In-Process 4th May
Greetings and May the Fourth be with you! Sorry, I couldn’t resist that little Star Wars opening. Also, thank you to all the firefighters out there, as today is also International Firefighters’ day.
The team have all been busy as well. Jamie and Reef are still hard at work on ARIA support in NVDA, particularly for Chrome. You might be wondering, what exactly is ARIA? ARIA is a way of making the newer controls used in modern, dynamic websites accessible. Good web authoring practice goes a long way. ARIA allows developers to define the role and functionality of elements. This enables programs such as NVDA to interact with controls on web applications logically, based on the role of the object. It also enables better handling of dynamic content which can change automatically.
Jamie is working on the NVDACon keynote and Reef is working on his session. The NVDACon planning committee are doing great work getting ready. This years NVDACon promises to be bigger and better than ever. See NVDACon.org for details.
Quentin is working on the last couple of sections of the Excel training material. For everyone waiting keenly for this training module, its release is drawing ever closer. The “Basic Training for NVDA” and “Microsoft Word with NVDA” modules remain popular. Even advanced users have commented on how much they have learnt from these modules. The certification for the “Basic Training for NVDA” is in high demand. Many users are now able to share their accreditation as an NVDA Certified Expert. See The NV Access Shop for the training modules, and the Certification System for information on becoming an NVDA Certified Expert.
Jamie has also been working on support for Microsoft’s new OneCore or Mobile voices, which have been added to Windows 10. These are more responsive than the SAPI 5 voices and also cover more languages. Unfortunately, support for OneCore voices won’t make it into NVDA 2017.2 but it is something to look forward to in 2017.3.
Speaking of which, yes, the next release, NVDA 2017.2, is drawing closer. Keep an eye out for a release candidate around the time the next In-Process comes out. More details on the new features, fixes and other things to look out for will be in the next In-Process.
I’ve been asked lately about the difference between installed and portable versions of NVDA. Many users wonder what the best setup is for using NVDA on a shared computer.
When you download NVDA and run the setup file, a temporary copy of NVDA is loaded.
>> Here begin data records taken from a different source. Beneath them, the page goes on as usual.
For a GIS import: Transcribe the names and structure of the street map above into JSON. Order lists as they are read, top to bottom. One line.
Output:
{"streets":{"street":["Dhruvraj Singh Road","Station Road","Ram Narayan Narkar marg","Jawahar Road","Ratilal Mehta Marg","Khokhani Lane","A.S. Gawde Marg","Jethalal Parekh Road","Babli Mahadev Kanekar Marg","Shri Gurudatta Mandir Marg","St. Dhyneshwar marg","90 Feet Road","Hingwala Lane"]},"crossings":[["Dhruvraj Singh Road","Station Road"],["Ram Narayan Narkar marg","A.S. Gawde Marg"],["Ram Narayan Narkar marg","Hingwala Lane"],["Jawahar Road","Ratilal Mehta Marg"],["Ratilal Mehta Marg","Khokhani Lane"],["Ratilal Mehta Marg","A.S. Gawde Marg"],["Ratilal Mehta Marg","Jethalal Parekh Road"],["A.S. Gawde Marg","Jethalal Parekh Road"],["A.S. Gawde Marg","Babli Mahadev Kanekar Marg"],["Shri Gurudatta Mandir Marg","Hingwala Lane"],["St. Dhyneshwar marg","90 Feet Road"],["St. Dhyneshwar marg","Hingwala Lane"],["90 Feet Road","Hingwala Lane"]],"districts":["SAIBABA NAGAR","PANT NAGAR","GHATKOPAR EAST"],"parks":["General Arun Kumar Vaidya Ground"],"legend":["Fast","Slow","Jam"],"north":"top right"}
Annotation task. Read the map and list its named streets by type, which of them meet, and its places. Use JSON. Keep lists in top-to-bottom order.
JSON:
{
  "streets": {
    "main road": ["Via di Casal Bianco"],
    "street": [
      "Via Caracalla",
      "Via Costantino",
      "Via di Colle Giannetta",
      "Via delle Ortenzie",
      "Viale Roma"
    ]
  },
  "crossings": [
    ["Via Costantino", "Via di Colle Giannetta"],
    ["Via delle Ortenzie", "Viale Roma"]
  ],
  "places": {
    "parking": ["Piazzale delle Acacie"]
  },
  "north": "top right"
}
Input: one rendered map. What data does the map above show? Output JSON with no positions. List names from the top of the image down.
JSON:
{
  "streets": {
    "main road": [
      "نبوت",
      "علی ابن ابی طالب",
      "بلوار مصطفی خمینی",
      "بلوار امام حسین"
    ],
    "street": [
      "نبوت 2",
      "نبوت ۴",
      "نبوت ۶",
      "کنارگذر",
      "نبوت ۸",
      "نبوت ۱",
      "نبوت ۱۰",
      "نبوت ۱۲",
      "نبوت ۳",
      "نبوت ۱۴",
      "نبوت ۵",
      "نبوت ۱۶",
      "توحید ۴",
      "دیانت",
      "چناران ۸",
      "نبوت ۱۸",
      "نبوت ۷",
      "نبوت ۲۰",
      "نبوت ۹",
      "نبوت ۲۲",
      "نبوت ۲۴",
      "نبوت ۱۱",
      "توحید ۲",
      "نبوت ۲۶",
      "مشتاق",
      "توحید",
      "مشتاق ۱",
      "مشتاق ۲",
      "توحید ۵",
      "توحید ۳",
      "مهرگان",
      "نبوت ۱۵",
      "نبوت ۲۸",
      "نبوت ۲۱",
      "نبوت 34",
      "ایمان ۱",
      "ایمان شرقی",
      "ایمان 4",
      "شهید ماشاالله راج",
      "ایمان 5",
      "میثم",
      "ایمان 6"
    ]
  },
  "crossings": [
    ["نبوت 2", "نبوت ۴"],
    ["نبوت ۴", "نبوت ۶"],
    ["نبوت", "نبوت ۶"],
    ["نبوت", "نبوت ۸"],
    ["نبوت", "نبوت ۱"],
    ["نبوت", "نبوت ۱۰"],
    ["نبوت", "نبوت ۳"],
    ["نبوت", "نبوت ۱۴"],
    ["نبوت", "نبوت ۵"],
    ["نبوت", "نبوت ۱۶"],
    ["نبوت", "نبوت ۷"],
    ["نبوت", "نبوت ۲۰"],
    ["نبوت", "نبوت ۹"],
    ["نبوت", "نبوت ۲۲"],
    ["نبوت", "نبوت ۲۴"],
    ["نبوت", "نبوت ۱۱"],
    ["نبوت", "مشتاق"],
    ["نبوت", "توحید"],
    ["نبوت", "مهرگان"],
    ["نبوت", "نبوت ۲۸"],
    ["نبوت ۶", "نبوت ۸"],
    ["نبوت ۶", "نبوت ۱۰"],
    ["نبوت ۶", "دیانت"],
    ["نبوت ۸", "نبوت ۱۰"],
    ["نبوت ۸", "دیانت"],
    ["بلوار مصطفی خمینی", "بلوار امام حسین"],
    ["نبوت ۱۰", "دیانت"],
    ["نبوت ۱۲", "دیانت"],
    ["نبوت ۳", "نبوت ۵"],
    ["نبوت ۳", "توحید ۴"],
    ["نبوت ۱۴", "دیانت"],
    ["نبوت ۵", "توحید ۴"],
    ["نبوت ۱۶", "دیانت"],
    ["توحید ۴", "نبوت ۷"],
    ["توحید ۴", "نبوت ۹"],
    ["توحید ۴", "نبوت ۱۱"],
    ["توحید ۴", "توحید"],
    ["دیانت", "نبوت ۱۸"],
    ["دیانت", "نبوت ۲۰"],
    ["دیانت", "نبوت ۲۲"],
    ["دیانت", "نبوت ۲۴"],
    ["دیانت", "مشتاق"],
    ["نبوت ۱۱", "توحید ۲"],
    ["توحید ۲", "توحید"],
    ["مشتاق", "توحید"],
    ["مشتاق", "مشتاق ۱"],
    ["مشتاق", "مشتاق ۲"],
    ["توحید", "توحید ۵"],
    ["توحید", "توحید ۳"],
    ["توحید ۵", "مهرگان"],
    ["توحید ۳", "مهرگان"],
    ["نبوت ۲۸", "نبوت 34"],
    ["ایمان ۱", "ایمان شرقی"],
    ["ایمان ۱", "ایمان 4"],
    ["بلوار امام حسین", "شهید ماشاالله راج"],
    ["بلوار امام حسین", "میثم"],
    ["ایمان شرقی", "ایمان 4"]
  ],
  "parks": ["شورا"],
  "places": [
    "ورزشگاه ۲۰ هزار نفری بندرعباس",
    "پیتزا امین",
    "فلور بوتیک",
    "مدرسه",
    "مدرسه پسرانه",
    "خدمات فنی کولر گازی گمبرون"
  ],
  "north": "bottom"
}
This is used to speak details of the install and associated instructions and information. You can choose to “continue running” this temporary copy. The temporary copy is useful when using a snapshot build and wanting to check a new feature or fix. NVDA will work as normal until you quit it or shut the computer down. You can change the configuration, eg the synthesizer or speech rate, but these aren’t saved when NVDA exits.
A portable version of NVDA can be setup on a memory stick. This is useful when using a computer that you may not have administrator access to, such as in a library or shared computer lab. Nothing is added to the computer’s registry, but you can still save changes to settings. There are several restrictions to both temporary and portable versions of NVDA. These restrictions are documented in the NVDA User Guide
The main restrictions of temporary and portable versions are:
• The inability to automatically start during and/or after log-on, • The inability to interact with applications running with administrative privileges, unless of course NVDA itself has been run also with these privileges (not recommended). • The inability to read User Account Control (UAC) screens when trying to start an application with administrative privileges. • Windows 8 and later: the inability to support input from a touch screen. • Windows 8 and later: the inability to provide features such as browse mode and speaking of typed characters in Windows Store apps. • Windows 8 and later: audio ducking is not supported.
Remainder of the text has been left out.